Case Analysis 1
The last few weeks have been marked by much excitement when Samsung announced it would be releasing its Samsung Galaxy 8, which is lauded to be the most attractive smartphone so far. Not to be left behind, Samsung’s chief competitor, Apple, is also poised to release its iPhone 8 around the same time. The above scenario is replicated in every industry today, as companies strive to outperform their rivals with products that feature the latest technologies. Businesses move to newer technologies to create higher profit margins since older technologies tend to depreciate over time. For example, an iPhone 6 would cost much cheaper compared to the newer more advanced iPhone 7. However, as companies pursue the newest technologies to impress their high-end market, they tend to ignore the lower-end customers and the mass market. Neglecting the low-end market presents a major threat to established technology companies: competition caused by the entrance of new companies to address the needs of this market segment. This paper examines the factors that make emerging companies take over markets that were previously dominated by more established competitors. The case study of the Microsoft operating system (MSOS) versus Apple (iOS) and Google Android system will be used to elaborate on the factors.
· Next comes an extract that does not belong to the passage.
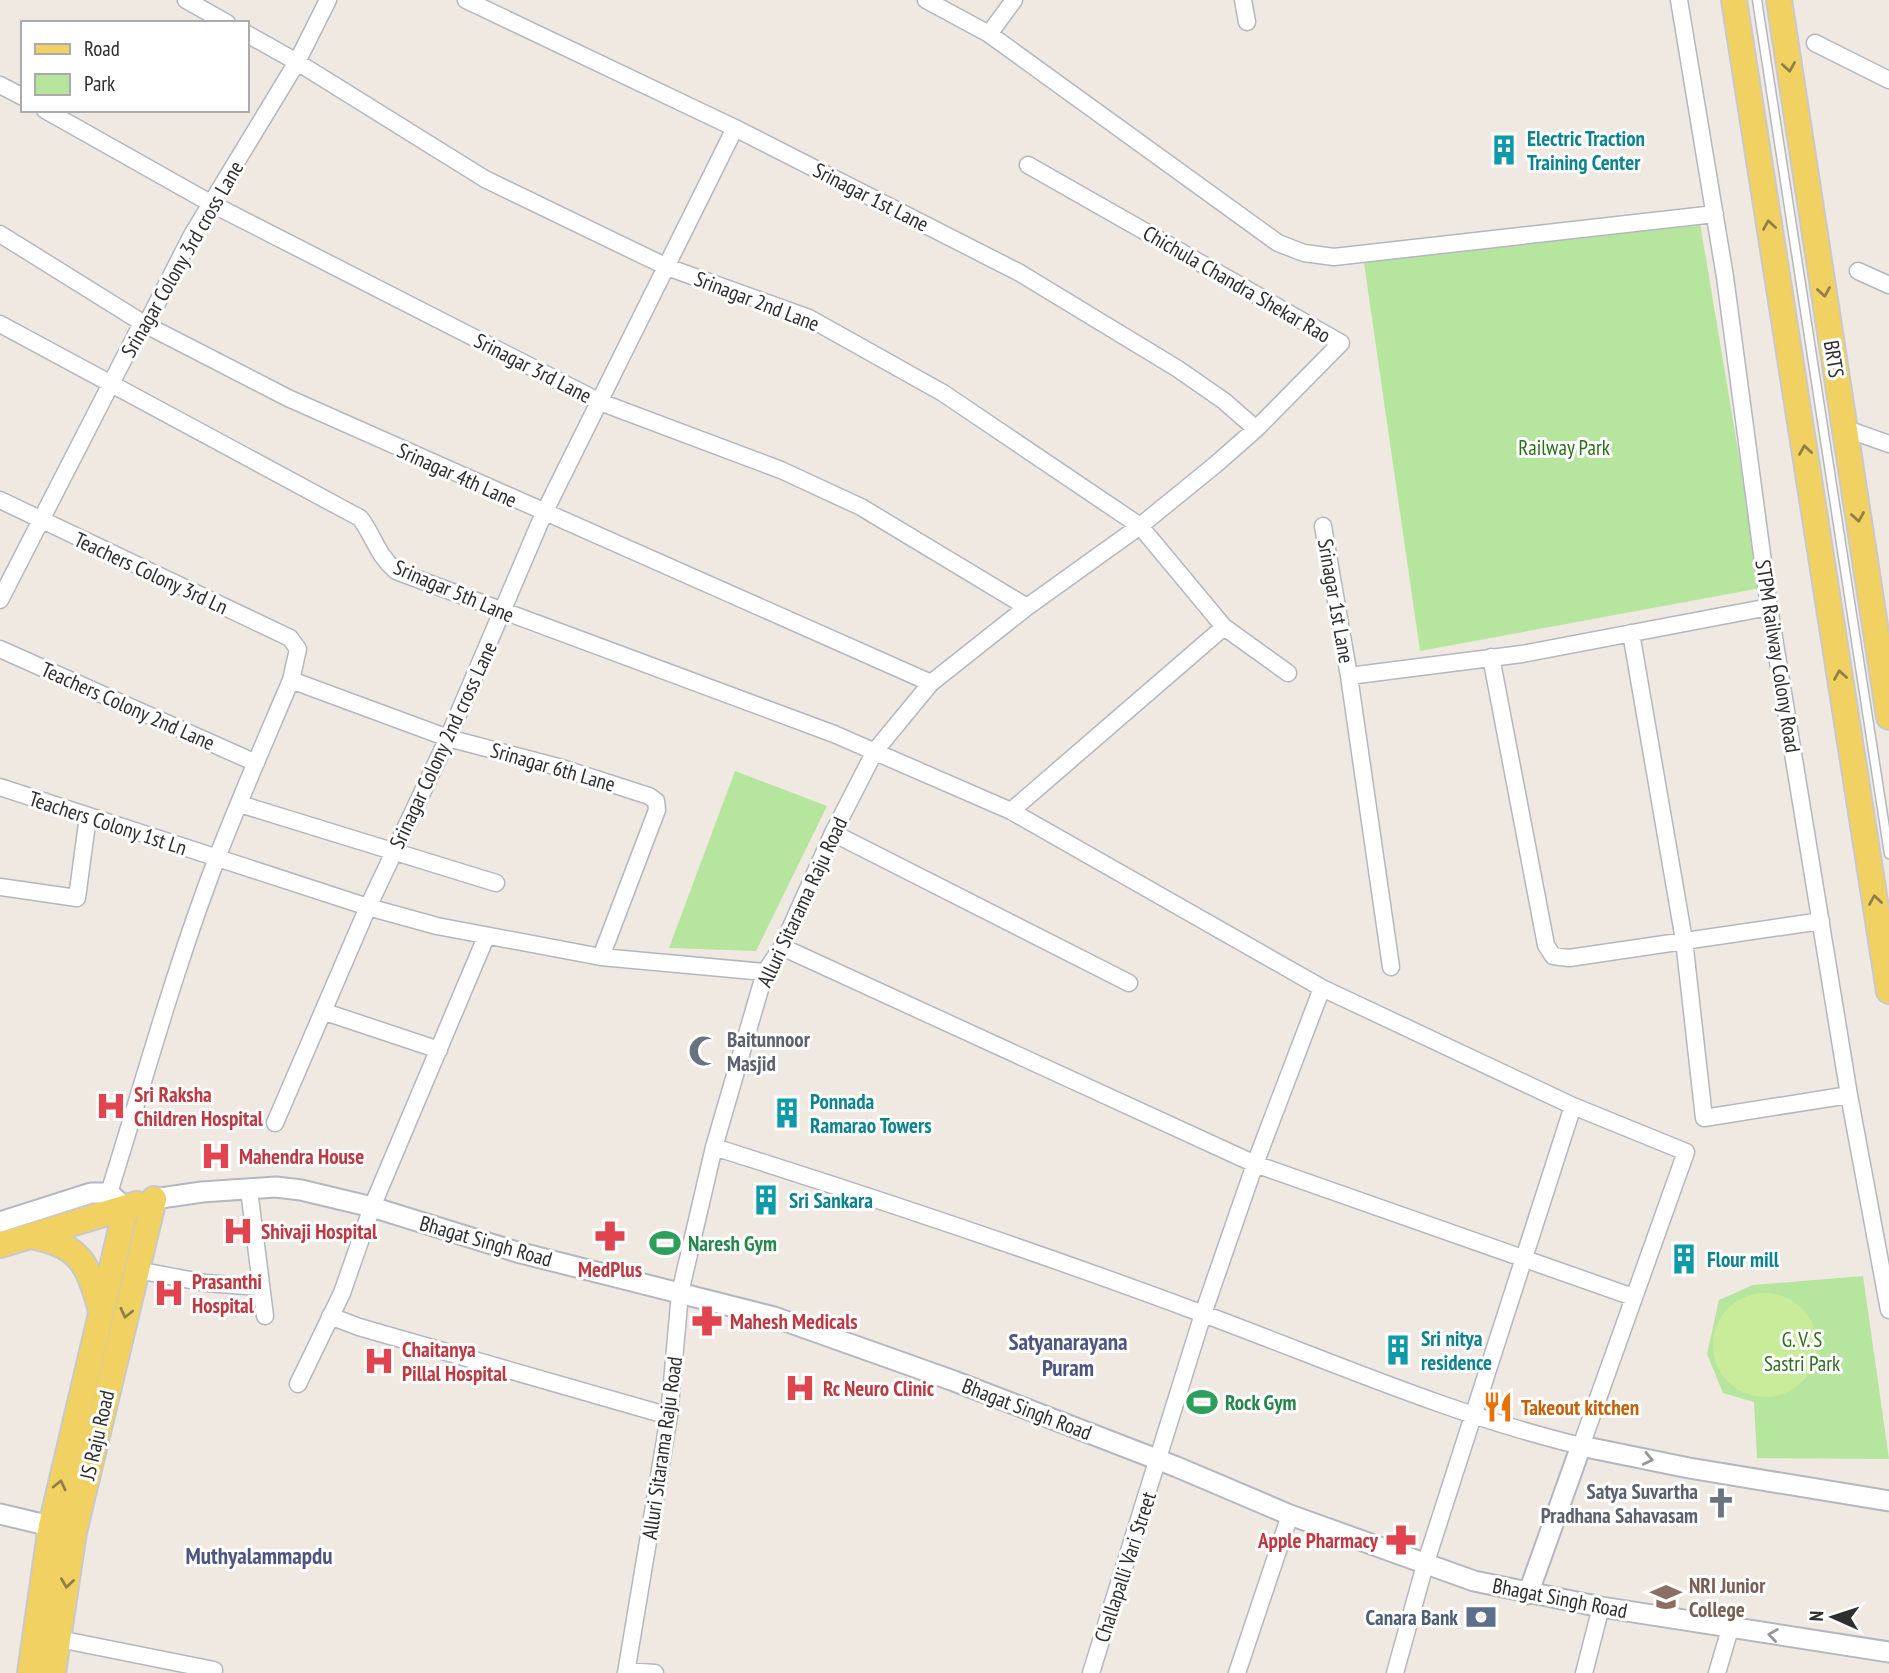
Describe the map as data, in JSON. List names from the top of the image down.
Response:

Between 1980 and 2012, Microsoft dominated the personal computer software market. However, as from 2013, Microsoft witnessed a diminished control of the said market, owing to the increased use of iOS and Android in tablets. At the same time, it is crucial to note that tablets can perform the same tasks, if not more, just like personal computers. As well, the case study of how Samsung has overtaken Apple in the US smartphone market will also be used.
Background and History of the Concept
Microsoft is a giant computer software manufacturer that was founded in 1975 by Bill Gates and Paul Allen. For nearly 30 years, the company dominated the market for desktop operating systems. MS operating system, popularly known as Windows, remains the most commonly used OS for personal computers. Between 1980 and 2012, no serious rivals were available in the operating systems market. This situation granted Microsoft a monopoly. Some of the competitors included Linux, UNIX, and Mac OS. Hill, Jones, and Schilling (2014) state that Microsoft’s control of the market stood well over 85 percent throughout the three decades. Further, a network of developers who created products that were compatible with MS Windows solidified the company’s dominance over the market. Unknown to Microsoft, the emerging smartphone operating system would threaten the software company’s position as the dominant OS business.
Smartphones became popular toward the end of the last decade. By 2012, the mobile phone market was flooded with different types of smartphones operating on Android, iOS, or Blackberry (Dignan, 2013). Collectively, these three platforms controlled 90 percent of the Android operating system by the end of 2015. While Microsoft also joined the smartphone business, its operating system (for Windows Phone) accounted for only 3 percent of the smartphone OS market. At first, Microsoft did not face a direct threat from the growing smartphone market since the company’s dominance was in the world of personal computers. However, the smartphone OS was successfully integrated into tablets. At the same time, the same tablets gained increased usability to the extent that they could perform the same functions as personal computers. Presently, Android has overtaken Microsoft as the most popular OS. Android controls 37.93 percent of the world OS market, with a 0.02 percent lead over Microsoft’s 37.91 percent (Hills et al., 2014). While this margin may seem small, it is important to note that Android controlled only about 2 percent of the OS market in 2012. Android is fast replacing windows as the preferred OS for personal phones and computers.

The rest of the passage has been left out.